__RECORDED DATA__.
◇ ◇ ◇ ◇

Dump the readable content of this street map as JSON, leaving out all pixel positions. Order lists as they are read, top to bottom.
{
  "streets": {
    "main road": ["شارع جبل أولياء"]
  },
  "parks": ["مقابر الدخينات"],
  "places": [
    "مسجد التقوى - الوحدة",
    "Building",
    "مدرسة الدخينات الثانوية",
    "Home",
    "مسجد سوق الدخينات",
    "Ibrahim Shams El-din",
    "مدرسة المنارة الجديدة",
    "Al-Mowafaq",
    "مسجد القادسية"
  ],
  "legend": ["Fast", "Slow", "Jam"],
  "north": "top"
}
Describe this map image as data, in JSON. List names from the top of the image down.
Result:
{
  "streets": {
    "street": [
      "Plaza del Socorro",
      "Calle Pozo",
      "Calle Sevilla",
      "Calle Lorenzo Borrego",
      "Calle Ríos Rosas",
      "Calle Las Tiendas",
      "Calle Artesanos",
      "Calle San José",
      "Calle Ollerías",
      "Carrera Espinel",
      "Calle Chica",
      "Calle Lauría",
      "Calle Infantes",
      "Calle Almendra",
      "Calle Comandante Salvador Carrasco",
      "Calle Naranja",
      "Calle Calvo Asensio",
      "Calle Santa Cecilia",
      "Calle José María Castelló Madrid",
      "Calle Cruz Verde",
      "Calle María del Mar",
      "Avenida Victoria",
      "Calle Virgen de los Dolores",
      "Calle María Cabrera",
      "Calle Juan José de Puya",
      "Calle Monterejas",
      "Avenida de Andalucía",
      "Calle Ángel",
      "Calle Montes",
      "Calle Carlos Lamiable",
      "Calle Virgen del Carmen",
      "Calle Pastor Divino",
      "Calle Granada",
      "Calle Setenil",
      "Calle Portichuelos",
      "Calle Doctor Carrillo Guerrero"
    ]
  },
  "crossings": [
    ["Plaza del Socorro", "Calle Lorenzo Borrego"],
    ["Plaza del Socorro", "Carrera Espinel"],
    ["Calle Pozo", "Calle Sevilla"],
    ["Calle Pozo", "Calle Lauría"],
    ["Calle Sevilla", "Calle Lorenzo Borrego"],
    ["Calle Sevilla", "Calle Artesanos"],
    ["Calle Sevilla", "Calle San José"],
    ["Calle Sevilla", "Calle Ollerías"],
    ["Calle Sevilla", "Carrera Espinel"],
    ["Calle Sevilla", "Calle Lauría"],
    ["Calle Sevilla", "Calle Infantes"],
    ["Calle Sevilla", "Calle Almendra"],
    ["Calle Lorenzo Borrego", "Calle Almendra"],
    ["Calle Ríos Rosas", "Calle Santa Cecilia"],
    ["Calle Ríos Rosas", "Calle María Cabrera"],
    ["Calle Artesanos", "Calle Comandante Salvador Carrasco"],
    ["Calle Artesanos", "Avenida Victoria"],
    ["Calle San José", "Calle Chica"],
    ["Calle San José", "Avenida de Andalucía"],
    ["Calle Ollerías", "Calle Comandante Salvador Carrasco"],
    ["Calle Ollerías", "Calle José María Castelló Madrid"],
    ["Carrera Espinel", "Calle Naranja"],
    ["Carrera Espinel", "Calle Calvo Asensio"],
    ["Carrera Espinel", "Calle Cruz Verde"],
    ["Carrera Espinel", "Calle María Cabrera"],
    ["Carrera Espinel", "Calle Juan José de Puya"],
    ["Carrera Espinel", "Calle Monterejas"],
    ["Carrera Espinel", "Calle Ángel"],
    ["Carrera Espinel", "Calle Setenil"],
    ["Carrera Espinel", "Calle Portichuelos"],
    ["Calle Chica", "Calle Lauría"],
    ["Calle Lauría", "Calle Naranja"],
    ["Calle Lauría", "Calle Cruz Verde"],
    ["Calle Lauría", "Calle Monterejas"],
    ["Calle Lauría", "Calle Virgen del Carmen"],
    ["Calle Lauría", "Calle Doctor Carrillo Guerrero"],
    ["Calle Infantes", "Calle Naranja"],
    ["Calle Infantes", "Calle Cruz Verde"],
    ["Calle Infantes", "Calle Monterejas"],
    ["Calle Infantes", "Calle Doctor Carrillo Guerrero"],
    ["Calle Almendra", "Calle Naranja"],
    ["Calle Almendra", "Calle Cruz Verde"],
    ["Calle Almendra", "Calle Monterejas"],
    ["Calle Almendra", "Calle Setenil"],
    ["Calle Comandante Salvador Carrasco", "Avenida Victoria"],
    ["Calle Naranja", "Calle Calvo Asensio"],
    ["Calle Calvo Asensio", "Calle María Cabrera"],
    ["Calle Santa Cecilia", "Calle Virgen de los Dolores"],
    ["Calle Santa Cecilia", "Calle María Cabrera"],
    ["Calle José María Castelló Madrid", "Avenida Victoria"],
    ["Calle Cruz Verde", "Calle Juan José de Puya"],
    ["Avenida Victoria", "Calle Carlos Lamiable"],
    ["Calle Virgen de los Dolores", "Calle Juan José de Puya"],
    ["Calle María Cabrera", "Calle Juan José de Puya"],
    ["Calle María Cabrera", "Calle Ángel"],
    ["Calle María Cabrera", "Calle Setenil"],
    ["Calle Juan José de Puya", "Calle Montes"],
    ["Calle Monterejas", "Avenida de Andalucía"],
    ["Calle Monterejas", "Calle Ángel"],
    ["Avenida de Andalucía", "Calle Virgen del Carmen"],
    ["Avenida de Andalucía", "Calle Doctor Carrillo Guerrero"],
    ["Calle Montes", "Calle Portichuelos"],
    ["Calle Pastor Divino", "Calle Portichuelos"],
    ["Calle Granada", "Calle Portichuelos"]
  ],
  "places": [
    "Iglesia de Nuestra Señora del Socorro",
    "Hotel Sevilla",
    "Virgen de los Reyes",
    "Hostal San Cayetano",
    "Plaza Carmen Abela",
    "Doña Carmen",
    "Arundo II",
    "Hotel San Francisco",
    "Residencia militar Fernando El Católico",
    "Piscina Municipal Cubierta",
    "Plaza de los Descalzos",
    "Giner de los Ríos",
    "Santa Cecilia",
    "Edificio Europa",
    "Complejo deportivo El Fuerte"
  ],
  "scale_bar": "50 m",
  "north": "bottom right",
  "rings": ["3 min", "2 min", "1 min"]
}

◇ ◇ ◇ ◇

__YOUR TASK__.
All lines in the listing above should be written out again exactly.

__OUTPUT OF THE EXERCISE__.
Dump the readable content of this street map as JSON, leaving out all pixel positions. Order lists as they are read, top to bottom.
{
  "streets": {
    "main road": ["شارع جبل أولياء"]
  },
  "parks": ["مقابر الدخينات"],
  "places": [
    "مسجد التقوى - الوحدة",
    "Building",
    "مدرسة الدخينات الثانوية",
    "Home",
    "مسجد سوق الدخينات",
    "Ibrahim Shams El-din",
    "مدرسة المنارة الجديدة",
    "Al-Mowafaq",
    "مسجد القادسية"
  ],
  "legend": ["Fast", "Slow", "Jam"],
  "north": "top"
}
Describe this map image as data, in JSON. List names from the top of the image down.
Result:
{
  "streets": {
    "street": [
      "Plaza del Socorro",
      "Calle Pozo",
      "Calle Sevilla",
      "Calle Lorenzo Borrego",
      "Calle Ríos Rosas",
      "Calle Las Tiendas",
      "Calle Artesanos",
      "Calle San José",
      "Calle Ollerías",
      "Carrera Espinel",
      "Calle Chica",
      "Calle Lauría",
      "Calle Infantes",
      "Calle Almendra",
      "Calle Comandante Salvador Carrasco",
      "Calle Naranja",
      "Calle Calvo Asensio",
      "Calle Santa Cecilia",
      "Calle José María Castelló Madrid",
      "Calle Cruz Verde",
      "Calle María del Mar",
      "Avenida Victoria",
      "Calle Virgen de los Dolores",
      "Calle María Cabrera",
      "Calle Juan José de Puya",
      "Calle Monterejas",
      "Avenida de Andalucía",
      "Calle Ángel",
      "Calle Montes",
      "Calle Carlos Lamiable",
      "Calle Virgen del Carmen",
      "Calle Pastor Divino",
      "Calle Granada",
      "Calle Setenil",
      "Calle Portichuelos",
      "Calle Doctor Carrillo Guerrero"
    ]
  },
  "crossings": [
    ["Plaza del Socorro", "Calle Lorenzo Borrego"],
    ["Plaza del Socorro", "Carrera Espinel"],
    ["Calle Pozo", "Calle Sevilla"],
    ["Calle Pozo", "Calle Lauría"],
    ["Calle Sevilla", "Calle Lorenzo Borrego"],
    ["Calle Sevilla", "Calle Artesanos"],
    ["Calle Sevilla", "Calle San José"],
    ["Calle Sevilla", "Calle Ollerías"],
    ["Calle Sevilla", "Carrera Espinel"],
    ["Calle Sevilla", "Calle Lauría"],
    ["Calle Sevilla", "Calle Infantes"],
    ["Calle Sevilla", "Calle Almendra"],
    ["Calle Lorenzo Borrego", "Calle Almendra"],
    ["Calle Ríos Rosas", "Calle Santa Cecilia"],
    ["Calle Ríos Rosas", "Calle María Cabrera"],
    ["Calle Artesanos", "Calle Comandante Salvador Carrasco"],
    ["Calle Artesanos", "Avenida Victoria"],
    ["Calle San José", "Calle Chica"],
    ["Calle San José", "Avenida de Andalucía"],
    ["Calle Ollerías", "Calle Comandante Salvador Carrasco"],
    ["Calle Ollerías", "Calle José María Castelló Madrid"],
    ["Carrera Espinel", "Calle Naranja"],
    ["Carrera Espinel", "Calle Calvo Asensio"],
    ["Carrera Espinel", "Calle Cruz Verde"],
    ["Carrera Espinel", "Calle María Cabrera"],
    ["Carrera Espinel", "Calle Juan José de Puya"],
    ["Carrera Espinel", "Calle Monterejas"],
    ["Carrera Espinel", "Calle Ángel"],
    ["Carrera Espinel", "Calle Setenil"],
    ["Carrera Espinel", "Calle Portichuelos"],
    ["Calle Chica", "Calle Lauría"],
    ["Calle Lauría", "Calle Naranja"],
    ["Calle Lauría", "Calle Cruz Verde"],
    ["Calle Lauría", "Calle Monterejas"],
    ["Calle Lauría", "Calle Virgen del Carmen"],
    ["Calle Lauría", "Calle Doctor Carrillo Guerrero"],
    ["Calle Infantes", "Calle Naranja"],
    ["Calle Infantes", "Calle Cruz Verde"],
    ["Calle Infantes", "Calle Monterejas"],
    ["Calle Infantes", "Calle Doctor Carrillo Guerrero"],
    ["Calle Almendra", "Calle Naranja"],
    ["Calle Almendra", "Calle Cruz Verde"],
    ["Calle Almendra", "Calle Monterejas"],
    ["Calle Almendra", "Calle Setenil"],
    ["Calle Comandante Salvador Carrasco", "Avenida Victoria"],
    ["Calle Naranja", "Calle Calvo Asensio"],
    ["Calle Calvo Asensio", "Calle María Cabrera"],
    ["Calle Santa Cecilia", "Calle Virgen de los Dolores"],
    ["Calle Santa Cecilia", "Calle María Cabrera"],
    ["Calle José María Castelló Madrid", "Avenida Victoria"],
    ["Calle Cruz Verde", "Calle Juan José de Puya"],
    ["Avenida Victoria", "Calle Carlos Lamiable"],
    ["Calle Virgen de los Dolores", "Calle Juan José de Puya"],
    ["Calle María Cabrera", "Calle Juan José de Puya"],
    ["Calle María Cabrera", "Calle Ángel"],
    ["Calle María Cabrera", "Calle Setenil"],
    ["Calle Juan José de Puya", "Calle Montes"],
    ["Calle Monterejas", "Avenida de Andalucía"],
    ["Calle Monterejas", "Calle Ángel"],
    ["Avenida de Andalucía", "Calle Virgen del Carmen"],
    ["Avenida de Andalucía", "Calle Doctor Carrillo Guerrero"],
    ["Calle Montes", "Calle Portichuelos"],
    ["Calle Pastor Divino", "Calle Portichuelos"],
    ["Calle Granada", "Calle Portichuelos"]
  ],
  "places": [
    "Iglesia de Nuestra Señora del Socorro",
    "Hotel Sevilla",
    "Virgen de los Reyes",
    "Hostal San Cayetano",
    "Plaza Carmen Abela",
    "Doña Carmen",
    "Arundo II",
    "Hotel San Francisco",
    "Residencia militar Fernando El Católico",
    "Piscina Municipal Cubierta",
    "Plaza de los Descalzos",
    "Giner de los Ríos",
    "Santa Cecilia",
    "Edificio Europa",
    "Complejo deportivo El Fuerte"
  ],
  "scale_bar": "50 m",
  "north": "bottom right",
  "rings": ["3 min", "2 min", "1 min"]
}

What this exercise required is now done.